Answer :
To estimate the mean temperature and find the 99% confidence interval, we first need to calculate the sample mean and the sample standard deviation from the given temperatures. The temperatures provided are: 31.7, 38.1, 39.6, 31.6, 20.9, and 0.5 degrees Fahrenheit.
Step 1: Calculate the sample mean ([tex]\bar{x}[/tex])
The sample mean is calculated by adding up all the sample values and dividing by the number of samples:
[tex]\bar{x} = \frac{31.7 + 38.1 + 39.6 + 31.6 + 20.9 + 0.5}{6}[/tex]
[tex]\bar{x} = \frac{162.4}{6}[/tex]
[tex]\bar{x} = 27.07[/tex]
Step 2: Calculate the sample standard deviation ([tex]s[/tex])
The sample standard deviation is calculated as follows:
[tex]s = \sqrt{\frac{\sum (x_i - \bar{x})^2}{n-1}}[/tex]

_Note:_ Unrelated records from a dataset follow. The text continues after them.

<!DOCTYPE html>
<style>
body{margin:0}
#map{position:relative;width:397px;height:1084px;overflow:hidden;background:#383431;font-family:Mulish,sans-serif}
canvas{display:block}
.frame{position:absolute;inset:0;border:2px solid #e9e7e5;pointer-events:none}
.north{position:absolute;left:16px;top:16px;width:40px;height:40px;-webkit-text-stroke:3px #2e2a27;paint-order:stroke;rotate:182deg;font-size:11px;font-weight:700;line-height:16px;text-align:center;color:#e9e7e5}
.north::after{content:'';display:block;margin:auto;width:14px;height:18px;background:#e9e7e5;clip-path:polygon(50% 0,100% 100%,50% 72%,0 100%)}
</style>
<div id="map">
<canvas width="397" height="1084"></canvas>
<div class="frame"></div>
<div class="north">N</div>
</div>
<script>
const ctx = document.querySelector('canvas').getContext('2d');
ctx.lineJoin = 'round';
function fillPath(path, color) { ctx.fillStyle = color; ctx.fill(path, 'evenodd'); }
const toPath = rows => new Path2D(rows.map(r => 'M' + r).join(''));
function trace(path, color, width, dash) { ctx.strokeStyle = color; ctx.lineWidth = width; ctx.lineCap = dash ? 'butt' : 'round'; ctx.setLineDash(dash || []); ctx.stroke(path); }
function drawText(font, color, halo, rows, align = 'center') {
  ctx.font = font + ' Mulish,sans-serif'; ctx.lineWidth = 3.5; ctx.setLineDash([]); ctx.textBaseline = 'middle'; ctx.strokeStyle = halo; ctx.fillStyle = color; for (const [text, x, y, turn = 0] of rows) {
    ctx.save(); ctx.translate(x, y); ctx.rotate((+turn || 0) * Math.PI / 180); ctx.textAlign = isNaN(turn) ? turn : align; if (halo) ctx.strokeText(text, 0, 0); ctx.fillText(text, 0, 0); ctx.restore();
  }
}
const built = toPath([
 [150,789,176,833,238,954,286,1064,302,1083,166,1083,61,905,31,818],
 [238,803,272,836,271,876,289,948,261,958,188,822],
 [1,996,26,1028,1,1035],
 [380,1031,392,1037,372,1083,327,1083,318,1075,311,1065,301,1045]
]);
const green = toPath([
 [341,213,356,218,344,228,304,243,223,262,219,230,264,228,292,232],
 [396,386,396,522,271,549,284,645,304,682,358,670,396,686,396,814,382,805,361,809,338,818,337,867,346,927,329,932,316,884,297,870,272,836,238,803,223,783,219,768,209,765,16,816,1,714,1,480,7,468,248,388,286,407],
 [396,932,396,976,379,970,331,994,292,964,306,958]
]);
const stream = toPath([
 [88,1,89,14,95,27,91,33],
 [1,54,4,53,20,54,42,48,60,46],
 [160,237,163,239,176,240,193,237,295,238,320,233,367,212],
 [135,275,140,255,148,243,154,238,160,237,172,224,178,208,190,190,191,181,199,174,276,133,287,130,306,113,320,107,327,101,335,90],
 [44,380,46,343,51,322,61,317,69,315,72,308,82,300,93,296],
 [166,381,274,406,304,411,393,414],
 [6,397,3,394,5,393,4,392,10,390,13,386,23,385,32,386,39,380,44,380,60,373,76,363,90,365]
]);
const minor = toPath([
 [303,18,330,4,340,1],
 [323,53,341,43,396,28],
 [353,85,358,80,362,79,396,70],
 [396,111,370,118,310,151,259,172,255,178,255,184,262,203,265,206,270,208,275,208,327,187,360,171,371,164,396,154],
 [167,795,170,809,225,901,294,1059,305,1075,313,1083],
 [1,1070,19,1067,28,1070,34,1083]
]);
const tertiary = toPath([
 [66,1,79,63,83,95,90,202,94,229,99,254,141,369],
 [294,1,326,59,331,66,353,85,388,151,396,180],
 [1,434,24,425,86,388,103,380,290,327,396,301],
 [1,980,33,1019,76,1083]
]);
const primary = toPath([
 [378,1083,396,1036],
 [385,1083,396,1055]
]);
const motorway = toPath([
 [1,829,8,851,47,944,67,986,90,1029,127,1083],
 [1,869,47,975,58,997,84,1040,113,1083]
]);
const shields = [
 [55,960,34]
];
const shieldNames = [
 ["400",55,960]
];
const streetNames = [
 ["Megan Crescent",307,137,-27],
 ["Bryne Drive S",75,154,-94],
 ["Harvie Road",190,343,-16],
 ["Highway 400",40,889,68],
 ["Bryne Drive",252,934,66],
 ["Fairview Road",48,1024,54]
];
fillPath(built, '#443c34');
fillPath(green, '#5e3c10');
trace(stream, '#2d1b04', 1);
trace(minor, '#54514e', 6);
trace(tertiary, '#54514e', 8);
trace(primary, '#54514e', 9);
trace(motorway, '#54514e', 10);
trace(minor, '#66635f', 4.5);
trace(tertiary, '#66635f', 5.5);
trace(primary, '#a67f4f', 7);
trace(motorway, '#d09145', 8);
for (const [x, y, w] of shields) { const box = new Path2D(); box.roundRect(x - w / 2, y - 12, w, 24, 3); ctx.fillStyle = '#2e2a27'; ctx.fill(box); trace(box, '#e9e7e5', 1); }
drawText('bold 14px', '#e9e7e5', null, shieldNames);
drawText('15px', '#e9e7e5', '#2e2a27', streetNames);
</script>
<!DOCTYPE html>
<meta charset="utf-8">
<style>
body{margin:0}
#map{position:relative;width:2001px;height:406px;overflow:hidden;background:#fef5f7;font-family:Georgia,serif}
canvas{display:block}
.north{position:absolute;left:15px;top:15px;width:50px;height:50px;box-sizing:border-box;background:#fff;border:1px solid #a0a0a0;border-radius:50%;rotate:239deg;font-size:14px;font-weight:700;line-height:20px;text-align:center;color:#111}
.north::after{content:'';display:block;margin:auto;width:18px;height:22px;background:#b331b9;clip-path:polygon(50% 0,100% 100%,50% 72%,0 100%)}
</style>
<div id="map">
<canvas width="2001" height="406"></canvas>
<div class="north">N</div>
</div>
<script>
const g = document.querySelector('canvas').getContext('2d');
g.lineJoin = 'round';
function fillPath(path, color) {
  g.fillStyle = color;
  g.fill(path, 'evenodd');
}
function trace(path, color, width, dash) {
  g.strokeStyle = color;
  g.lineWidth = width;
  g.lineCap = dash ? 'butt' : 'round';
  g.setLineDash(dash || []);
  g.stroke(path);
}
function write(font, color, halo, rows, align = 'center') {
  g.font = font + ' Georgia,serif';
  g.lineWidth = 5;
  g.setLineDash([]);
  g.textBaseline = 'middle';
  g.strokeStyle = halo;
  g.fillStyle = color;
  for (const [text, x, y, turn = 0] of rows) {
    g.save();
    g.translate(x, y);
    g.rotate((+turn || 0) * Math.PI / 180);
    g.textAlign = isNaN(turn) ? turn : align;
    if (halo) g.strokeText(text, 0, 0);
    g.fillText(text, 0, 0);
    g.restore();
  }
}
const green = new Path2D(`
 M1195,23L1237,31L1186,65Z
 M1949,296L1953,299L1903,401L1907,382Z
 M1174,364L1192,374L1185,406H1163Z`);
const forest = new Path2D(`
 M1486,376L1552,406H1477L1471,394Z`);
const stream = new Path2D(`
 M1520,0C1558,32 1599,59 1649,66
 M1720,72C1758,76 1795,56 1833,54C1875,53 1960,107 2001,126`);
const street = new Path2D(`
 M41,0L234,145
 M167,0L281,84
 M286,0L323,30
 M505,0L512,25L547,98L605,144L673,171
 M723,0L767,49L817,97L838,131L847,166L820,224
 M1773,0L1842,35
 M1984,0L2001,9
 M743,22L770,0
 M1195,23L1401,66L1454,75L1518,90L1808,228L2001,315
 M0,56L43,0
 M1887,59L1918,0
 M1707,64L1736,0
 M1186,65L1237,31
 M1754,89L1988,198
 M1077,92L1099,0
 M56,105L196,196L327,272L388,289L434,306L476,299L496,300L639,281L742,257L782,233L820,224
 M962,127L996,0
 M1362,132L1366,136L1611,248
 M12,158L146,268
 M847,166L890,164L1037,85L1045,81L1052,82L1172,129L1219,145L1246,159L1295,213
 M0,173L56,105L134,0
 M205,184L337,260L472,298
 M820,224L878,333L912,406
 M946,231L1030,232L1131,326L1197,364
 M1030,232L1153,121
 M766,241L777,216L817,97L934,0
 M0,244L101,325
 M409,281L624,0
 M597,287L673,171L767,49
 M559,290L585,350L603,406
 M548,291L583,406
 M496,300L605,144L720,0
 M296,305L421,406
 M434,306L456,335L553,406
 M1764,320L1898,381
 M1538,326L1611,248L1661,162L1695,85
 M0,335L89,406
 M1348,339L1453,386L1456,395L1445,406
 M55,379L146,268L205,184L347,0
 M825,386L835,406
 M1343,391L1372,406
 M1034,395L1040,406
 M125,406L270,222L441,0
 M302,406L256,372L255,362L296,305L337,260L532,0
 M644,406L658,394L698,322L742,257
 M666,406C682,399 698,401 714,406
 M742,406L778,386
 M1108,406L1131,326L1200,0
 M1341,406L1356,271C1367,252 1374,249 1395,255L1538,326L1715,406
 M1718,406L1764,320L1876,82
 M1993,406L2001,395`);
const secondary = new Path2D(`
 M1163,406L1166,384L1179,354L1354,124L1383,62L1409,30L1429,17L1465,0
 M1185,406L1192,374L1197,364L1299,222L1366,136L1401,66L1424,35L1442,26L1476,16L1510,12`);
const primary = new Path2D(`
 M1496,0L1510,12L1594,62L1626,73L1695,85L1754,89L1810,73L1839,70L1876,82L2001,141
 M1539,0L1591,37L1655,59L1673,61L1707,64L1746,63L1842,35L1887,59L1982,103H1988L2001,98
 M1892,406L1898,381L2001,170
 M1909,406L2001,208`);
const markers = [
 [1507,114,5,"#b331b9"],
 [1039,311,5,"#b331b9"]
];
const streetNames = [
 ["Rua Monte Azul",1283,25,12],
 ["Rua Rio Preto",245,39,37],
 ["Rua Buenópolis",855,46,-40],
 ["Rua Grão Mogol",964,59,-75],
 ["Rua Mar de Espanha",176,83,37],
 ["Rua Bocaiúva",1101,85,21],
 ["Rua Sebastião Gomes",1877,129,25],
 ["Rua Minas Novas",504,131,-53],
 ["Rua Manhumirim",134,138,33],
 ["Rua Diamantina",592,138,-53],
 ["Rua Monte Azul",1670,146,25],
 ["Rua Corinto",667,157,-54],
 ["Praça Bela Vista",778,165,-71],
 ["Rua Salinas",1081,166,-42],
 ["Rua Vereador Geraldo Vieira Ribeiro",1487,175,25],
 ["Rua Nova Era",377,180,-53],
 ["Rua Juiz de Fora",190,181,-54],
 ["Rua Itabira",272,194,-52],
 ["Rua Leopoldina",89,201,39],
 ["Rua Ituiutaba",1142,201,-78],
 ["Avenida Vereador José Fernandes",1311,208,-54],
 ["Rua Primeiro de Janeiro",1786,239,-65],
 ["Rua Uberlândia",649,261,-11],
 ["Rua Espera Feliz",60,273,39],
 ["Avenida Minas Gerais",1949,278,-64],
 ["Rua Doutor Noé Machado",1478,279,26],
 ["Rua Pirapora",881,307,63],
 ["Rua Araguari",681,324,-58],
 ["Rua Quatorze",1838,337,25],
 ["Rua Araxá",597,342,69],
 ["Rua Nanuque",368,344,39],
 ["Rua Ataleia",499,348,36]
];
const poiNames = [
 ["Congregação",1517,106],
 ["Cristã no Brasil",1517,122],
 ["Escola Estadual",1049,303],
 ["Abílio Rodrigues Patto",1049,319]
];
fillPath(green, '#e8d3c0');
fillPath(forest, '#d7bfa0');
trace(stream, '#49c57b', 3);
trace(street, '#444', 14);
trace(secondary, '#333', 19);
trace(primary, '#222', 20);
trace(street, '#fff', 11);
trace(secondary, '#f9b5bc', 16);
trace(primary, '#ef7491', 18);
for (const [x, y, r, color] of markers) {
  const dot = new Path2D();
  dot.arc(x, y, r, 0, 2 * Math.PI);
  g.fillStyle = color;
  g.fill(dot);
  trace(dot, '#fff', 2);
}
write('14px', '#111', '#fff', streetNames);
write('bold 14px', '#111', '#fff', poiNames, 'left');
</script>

Where [tex]x_i[/tex] denotes each sample value, and [tex]n[/tex] is the number of samples.
Calculating [tex]\sum (x_i - \bar{x})^2[/tex]:
[tex]= (31.7 - 27.07)^2 + (38.1 - 27.07)^2 + (39.6 - 27.07)^2 + (31.6 - 27.07)^2 + (20.9 - 27.07)^2 + (0.5 - 27.07)^2[/tex]
[tex]\approx 21.38 + 121.56 + 161.57 + 20.52 + 37.97 + 700.35[/tex]
[tex]= 1063.35[/tex]
Substituting into the standard deviation formula:
[tex]s = \sqrt{\frac{1063.35}{5}}[/tex]
[tex]s = \sqrt{212.67}[/tex]
[tex]s \approx 14.58[/tex]
Step 3: Find the 99% confidence interval
For a 99% confidence interval with a small sample size ([tex]n \leq 30[/tex]), we use the t-distribution. With 5 degrees of freedom ([tex]n-1[/tex]), the t-value for 99% confidence is approximately 4.032.
The margin of error (ME) is calculated as:
[tex]ME = t \times \frac{s}{\sqrt{n}}[/tex]
[tex]ME = 4.032 \times \frac{14.58}{\sqrt{6}}[/tex]
[tex]ME = 4.032 \times 5.95[/tex]
[tex]ME \approx 24.00[/tex]
The confidence interval is:
[tex](\bar{x} - ME, \bar{x} + ME)[/tex]
[tex](27.07 - 24.00, 27.07 + 24.00)[/tex]
[tex](3.07, 51.07)[/tex]
Therefore, the 99% confidence interval for the mean temperature is approximately (3.07, 51.07) degrees Fahrenheit.